• Problem: Set out exactly, and with nothing added, the line containing "For a GIS import: Build" and every line after it through the final line of the data.

• Listed records:
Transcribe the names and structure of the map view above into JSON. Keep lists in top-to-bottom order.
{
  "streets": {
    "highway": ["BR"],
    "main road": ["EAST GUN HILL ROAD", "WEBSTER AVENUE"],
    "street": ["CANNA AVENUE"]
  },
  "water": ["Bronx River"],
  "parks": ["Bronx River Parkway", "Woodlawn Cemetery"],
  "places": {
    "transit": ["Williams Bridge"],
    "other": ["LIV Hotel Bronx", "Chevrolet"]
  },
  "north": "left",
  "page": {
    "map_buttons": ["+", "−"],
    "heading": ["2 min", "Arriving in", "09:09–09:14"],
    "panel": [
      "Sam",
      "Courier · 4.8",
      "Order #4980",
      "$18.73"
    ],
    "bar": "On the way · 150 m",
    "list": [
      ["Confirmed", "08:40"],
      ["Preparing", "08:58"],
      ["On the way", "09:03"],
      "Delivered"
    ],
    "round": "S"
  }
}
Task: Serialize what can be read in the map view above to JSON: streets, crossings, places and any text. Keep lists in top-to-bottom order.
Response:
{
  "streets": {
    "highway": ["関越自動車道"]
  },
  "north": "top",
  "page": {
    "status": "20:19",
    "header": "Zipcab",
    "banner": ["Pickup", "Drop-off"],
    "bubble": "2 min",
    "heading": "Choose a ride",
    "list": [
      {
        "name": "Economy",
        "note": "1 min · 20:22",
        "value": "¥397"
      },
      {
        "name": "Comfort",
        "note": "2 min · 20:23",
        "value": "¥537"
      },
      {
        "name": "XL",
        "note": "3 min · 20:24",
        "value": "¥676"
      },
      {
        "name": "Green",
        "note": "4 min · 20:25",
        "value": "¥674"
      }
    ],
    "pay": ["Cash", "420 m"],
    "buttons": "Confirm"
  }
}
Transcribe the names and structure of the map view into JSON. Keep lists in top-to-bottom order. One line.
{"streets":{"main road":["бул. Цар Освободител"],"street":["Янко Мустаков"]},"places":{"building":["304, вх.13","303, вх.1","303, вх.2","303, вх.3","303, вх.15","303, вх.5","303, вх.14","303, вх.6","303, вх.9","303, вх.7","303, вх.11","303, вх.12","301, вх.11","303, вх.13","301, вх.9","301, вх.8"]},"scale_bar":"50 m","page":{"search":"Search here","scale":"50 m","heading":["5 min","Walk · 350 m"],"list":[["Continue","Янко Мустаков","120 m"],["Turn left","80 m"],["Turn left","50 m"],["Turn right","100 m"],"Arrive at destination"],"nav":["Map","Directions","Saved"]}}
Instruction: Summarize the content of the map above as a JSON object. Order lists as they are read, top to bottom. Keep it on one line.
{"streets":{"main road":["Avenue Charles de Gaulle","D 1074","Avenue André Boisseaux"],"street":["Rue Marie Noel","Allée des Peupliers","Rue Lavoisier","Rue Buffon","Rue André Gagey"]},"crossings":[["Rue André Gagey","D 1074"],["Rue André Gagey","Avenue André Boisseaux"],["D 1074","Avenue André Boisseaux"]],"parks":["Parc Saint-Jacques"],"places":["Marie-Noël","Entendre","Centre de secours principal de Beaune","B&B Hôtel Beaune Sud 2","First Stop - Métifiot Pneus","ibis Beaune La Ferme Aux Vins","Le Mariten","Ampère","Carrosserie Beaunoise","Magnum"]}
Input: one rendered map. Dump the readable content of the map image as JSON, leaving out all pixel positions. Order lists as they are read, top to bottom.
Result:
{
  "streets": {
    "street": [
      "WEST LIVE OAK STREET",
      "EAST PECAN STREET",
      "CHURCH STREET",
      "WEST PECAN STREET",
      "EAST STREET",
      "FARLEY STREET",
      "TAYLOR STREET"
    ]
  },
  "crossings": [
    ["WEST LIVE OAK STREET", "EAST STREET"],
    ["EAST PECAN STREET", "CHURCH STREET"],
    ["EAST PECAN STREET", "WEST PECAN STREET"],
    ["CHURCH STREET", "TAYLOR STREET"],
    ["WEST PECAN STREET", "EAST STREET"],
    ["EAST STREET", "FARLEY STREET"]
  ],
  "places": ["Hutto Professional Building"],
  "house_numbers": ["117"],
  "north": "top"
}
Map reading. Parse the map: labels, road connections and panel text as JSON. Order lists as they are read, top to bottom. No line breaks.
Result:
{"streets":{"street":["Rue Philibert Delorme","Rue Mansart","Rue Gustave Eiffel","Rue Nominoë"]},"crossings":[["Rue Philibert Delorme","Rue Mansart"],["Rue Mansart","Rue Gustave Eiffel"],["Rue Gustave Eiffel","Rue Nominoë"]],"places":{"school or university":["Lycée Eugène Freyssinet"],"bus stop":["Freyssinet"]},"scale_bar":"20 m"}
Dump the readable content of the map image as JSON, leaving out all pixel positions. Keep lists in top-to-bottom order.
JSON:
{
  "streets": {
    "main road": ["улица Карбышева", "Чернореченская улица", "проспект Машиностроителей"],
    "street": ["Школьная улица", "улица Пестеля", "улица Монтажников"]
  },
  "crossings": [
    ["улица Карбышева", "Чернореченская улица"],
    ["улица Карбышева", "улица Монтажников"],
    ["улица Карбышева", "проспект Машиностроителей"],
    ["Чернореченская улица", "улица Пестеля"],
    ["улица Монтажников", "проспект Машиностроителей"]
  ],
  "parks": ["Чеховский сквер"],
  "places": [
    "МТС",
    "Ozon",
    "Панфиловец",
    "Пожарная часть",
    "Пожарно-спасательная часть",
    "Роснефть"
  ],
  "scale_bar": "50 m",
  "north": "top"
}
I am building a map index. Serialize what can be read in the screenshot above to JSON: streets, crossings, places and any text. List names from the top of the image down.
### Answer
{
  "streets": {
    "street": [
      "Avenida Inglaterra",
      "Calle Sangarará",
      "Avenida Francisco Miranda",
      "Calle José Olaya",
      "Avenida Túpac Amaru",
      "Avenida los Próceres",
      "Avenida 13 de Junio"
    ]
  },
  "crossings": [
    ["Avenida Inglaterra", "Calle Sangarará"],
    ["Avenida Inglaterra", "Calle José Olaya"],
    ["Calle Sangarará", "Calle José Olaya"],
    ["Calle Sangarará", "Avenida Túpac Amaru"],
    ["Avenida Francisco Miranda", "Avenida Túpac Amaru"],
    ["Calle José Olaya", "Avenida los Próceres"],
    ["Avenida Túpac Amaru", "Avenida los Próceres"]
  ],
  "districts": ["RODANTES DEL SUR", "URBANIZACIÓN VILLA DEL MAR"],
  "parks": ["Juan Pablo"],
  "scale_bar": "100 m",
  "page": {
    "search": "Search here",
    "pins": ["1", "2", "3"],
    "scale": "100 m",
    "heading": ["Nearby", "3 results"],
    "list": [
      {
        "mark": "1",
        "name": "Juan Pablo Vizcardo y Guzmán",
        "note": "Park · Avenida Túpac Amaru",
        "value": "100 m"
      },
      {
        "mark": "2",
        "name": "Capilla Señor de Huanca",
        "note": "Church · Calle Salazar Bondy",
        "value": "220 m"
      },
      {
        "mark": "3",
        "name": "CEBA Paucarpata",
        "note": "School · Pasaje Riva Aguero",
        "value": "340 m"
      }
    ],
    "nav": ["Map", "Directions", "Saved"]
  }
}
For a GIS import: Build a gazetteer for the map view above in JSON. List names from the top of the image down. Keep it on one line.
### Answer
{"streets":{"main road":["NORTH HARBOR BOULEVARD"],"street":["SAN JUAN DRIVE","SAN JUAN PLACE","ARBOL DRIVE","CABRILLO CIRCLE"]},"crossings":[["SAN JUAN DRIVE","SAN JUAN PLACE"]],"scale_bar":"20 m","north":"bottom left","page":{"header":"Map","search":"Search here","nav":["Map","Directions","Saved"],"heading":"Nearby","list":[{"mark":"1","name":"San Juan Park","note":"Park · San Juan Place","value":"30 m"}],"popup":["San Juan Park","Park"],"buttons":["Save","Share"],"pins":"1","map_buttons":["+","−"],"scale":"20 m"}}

• Exercise response:
For a GIS import: Build a gazetteer for the map view above in JSON. List names from the top of the image down. Keep it on one line.
### Answer
{"streets":{"main road":["NORTH HARBOR BOULEVARD"],"street":["SAN JUAN DRIVE","SAN JUAN PLACE","ARBOL DRIVE","CABRILLO CIRCLE"]},"crossings":[["SAN JUAN DRIVE","SAN JUAN PLACE"]],"scale_bar":"20 m","north":"bottom left","page":{"header":"Map","search":"Search here","nav":["Map","Directions","Saved"],"heading":"Nearby","list":[{"mark":"1","name":"San Juan Park","note":"Park · San Juan Place","value":"30 m"}],"popup":["San Juan Park","Park"],"buttons":["Save","Share"],"pins":"1","map_buttons":["+","−"],"scale":"20 m"}}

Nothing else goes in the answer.